TASK BRIEF =>
Check every line of the entries below for "Artur", and copy the lines that have it.
========================
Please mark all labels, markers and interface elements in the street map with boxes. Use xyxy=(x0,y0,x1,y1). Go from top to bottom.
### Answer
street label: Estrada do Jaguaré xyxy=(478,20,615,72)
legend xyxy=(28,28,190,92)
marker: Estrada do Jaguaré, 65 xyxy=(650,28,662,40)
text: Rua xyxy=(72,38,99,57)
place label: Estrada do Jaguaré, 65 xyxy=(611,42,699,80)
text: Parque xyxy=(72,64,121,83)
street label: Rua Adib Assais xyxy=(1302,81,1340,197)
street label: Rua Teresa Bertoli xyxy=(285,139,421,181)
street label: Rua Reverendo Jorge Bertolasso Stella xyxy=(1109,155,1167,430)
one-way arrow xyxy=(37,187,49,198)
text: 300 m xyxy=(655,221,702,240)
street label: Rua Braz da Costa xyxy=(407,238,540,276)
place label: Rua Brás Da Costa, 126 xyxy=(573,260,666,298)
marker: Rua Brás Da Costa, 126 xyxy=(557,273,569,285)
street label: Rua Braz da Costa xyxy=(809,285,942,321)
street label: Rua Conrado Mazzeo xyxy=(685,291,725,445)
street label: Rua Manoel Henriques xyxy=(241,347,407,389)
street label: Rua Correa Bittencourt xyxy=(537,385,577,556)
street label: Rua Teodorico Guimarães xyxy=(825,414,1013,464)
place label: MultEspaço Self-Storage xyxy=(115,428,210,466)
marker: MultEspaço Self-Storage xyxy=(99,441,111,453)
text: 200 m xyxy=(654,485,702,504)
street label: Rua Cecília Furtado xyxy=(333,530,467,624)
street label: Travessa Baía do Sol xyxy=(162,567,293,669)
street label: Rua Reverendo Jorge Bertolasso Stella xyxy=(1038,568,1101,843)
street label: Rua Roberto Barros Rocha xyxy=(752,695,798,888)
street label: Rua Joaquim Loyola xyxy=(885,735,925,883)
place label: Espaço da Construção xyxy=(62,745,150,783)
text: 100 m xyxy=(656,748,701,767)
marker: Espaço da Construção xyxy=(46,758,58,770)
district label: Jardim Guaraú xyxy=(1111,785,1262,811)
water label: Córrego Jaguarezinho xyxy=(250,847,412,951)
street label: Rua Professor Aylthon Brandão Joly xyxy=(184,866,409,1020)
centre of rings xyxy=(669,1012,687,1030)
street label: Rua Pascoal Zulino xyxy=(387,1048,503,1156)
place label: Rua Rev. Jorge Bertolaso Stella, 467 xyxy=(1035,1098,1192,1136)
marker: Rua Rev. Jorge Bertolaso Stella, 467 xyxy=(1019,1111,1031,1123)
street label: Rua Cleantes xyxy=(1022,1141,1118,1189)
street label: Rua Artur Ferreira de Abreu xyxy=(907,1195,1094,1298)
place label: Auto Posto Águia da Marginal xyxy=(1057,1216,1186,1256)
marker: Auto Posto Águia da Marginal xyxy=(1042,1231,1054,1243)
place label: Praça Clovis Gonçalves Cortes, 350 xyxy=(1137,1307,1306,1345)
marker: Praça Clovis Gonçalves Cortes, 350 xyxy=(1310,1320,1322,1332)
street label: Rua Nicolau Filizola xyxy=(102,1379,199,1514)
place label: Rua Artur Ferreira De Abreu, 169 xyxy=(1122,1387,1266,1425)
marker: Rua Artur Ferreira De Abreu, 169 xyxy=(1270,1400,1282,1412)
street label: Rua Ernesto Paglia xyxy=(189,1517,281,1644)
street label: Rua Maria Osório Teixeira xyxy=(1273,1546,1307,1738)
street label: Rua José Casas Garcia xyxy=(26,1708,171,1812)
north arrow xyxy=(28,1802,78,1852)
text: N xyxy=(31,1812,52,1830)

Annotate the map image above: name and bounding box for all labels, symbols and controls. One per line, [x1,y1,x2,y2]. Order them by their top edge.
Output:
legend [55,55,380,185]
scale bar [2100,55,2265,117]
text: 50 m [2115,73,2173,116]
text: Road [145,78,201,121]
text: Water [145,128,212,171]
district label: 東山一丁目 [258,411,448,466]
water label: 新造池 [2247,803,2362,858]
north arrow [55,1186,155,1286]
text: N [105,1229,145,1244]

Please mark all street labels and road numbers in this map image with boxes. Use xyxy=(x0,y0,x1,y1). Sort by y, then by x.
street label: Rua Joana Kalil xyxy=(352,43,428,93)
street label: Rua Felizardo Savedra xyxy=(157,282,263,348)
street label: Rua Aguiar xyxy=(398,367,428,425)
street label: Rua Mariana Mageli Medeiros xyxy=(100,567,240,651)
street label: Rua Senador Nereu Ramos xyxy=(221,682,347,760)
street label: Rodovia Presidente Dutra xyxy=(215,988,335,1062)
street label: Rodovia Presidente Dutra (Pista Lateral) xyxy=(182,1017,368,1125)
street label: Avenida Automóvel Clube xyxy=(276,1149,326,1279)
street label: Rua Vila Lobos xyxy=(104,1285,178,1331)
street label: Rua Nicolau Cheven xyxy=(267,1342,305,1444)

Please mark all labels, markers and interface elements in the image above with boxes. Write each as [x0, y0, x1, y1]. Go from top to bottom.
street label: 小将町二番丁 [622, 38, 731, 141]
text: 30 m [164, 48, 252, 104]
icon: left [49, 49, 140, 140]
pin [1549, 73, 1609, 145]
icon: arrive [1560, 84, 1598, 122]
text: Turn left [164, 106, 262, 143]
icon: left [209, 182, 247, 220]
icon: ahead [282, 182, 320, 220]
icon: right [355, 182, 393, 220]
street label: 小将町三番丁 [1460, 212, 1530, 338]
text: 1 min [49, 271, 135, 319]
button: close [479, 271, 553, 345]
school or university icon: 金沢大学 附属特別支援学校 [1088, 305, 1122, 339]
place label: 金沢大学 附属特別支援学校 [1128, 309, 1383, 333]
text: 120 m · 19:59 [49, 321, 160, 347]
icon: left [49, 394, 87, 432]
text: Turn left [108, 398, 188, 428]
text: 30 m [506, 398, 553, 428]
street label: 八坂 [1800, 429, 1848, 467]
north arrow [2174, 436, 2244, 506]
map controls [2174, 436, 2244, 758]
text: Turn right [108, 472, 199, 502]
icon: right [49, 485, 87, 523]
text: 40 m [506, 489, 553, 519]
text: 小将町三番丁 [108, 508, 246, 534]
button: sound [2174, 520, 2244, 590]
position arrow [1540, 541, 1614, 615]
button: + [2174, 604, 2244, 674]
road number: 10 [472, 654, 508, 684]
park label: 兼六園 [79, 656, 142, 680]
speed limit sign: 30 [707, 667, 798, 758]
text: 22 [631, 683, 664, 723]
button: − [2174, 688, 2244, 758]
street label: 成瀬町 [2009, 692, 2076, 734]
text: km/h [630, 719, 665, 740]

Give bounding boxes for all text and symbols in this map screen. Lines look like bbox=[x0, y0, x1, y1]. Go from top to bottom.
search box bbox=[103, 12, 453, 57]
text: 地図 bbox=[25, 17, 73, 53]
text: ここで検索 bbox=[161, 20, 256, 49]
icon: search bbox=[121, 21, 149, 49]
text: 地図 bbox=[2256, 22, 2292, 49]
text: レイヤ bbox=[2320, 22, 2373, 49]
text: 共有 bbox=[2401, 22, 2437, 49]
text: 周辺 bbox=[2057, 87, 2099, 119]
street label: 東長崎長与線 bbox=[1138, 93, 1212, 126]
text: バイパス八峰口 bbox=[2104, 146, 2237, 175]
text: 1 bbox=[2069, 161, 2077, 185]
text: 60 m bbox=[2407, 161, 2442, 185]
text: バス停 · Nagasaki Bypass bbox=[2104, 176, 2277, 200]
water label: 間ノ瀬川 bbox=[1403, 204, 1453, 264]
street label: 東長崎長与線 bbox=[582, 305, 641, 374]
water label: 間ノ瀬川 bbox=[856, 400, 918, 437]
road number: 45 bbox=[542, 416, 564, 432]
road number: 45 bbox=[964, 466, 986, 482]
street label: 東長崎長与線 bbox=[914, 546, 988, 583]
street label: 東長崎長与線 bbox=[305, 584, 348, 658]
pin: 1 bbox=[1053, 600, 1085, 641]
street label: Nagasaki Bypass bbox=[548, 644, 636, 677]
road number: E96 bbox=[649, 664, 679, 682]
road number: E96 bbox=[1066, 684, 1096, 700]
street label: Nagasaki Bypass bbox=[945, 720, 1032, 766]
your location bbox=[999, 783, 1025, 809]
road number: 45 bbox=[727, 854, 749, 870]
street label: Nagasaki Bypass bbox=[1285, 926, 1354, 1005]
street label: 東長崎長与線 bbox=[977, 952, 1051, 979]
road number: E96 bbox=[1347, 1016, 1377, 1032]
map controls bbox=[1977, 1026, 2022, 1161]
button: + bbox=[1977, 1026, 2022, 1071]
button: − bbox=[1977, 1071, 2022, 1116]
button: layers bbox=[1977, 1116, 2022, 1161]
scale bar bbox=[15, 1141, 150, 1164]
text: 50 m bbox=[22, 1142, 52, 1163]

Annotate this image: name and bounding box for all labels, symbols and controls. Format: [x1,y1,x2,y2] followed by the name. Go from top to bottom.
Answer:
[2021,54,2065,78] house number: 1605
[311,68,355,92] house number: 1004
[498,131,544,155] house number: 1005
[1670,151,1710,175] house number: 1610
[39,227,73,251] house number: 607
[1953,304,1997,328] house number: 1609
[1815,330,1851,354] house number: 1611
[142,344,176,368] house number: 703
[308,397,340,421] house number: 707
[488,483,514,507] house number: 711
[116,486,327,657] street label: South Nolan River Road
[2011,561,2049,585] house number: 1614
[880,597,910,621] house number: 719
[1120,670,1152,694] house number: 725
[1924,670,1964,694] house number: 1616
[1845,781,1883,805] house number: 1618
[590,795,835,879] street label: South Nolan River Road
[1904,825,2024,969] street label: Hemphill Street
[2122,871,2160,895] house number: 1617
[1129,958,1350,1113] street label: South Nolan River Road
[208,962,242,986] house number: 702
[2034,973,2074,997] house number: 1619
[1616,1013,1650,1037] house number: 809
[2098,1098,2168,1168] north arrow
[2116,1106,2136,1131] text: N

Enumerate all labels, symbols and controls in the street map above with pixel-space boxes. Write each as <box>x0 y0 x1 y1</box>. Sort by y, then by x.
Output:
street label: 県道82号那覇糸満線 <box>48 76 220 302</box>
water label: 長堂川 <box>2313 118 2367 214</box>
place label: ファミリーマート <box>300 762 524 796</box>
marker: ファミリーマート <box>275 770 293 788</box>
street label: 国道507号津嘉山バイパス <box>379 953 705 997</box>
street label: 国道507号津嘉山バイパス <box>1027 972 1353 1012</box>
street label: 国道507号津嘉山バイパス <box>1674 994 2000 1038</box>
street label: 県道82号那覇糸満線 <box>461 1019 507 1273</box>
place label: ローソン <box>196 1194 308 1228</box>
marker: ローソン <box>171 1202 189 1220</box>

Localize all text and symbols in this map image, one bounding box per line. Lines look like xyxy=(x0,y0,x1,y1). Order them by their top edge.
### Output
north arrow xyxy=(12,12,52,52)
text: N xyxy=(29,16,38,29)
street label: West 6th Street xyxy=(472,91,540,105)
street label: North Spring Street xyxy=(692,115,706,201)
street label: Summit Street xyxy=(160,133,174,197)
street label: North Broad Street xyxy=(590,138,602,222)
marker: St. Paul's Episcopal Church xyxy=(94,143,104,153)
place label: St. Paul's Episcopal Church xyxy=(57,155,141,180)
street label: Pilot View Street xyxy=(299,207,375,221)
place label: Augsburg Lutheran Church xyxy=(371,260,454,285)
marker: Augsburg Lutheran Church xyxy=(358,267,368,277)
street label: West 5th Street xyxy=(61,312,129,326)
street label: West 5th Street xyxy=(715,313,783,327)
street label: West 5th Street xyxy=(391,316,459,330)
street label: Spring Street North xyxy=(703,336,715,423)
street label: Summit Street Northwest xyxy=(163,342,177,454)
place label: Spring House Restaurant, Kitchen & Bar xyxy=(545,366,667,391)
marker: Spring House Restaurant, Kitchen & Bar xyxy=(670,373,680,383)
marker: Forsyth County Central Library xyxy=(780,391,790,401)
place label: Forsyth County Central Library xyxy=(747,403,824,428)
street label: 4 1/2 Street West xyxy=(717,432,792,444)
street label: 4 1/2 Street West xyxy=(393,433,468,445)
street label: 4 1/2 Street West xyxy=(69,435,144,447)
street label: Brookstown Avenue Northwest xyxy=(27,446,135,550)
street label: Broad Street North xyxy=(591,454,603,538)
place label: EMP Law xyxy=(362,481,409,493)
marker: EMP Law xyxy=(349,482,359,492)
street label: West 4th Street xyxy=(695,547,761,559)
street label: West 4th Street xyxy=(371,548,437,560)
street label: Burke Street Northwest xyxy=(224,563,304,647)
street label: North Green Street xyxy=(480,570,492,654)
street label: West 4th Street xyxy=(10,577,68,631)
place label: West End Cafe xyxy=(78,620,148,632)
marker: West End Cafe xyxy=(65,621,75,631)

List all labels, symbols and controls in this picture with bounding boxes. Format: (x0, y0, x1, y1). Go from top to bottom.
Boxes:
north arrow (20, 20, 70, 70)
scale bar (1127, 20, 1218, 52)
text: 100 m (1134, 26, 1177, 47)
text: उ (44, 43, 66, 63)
========================
RESPONSE BELOW =>
street label: Rua Artur Ferreira de Abreu xyxy=(907,1195,1094,1298)
place label: Rua Artur Ferreira De Abreu, 169 xyxy=(1122,1387,1266,1425)
marker: Rua Artur Ferreira De Abreu, 169 xyxy=(1270,1400,1282,1412)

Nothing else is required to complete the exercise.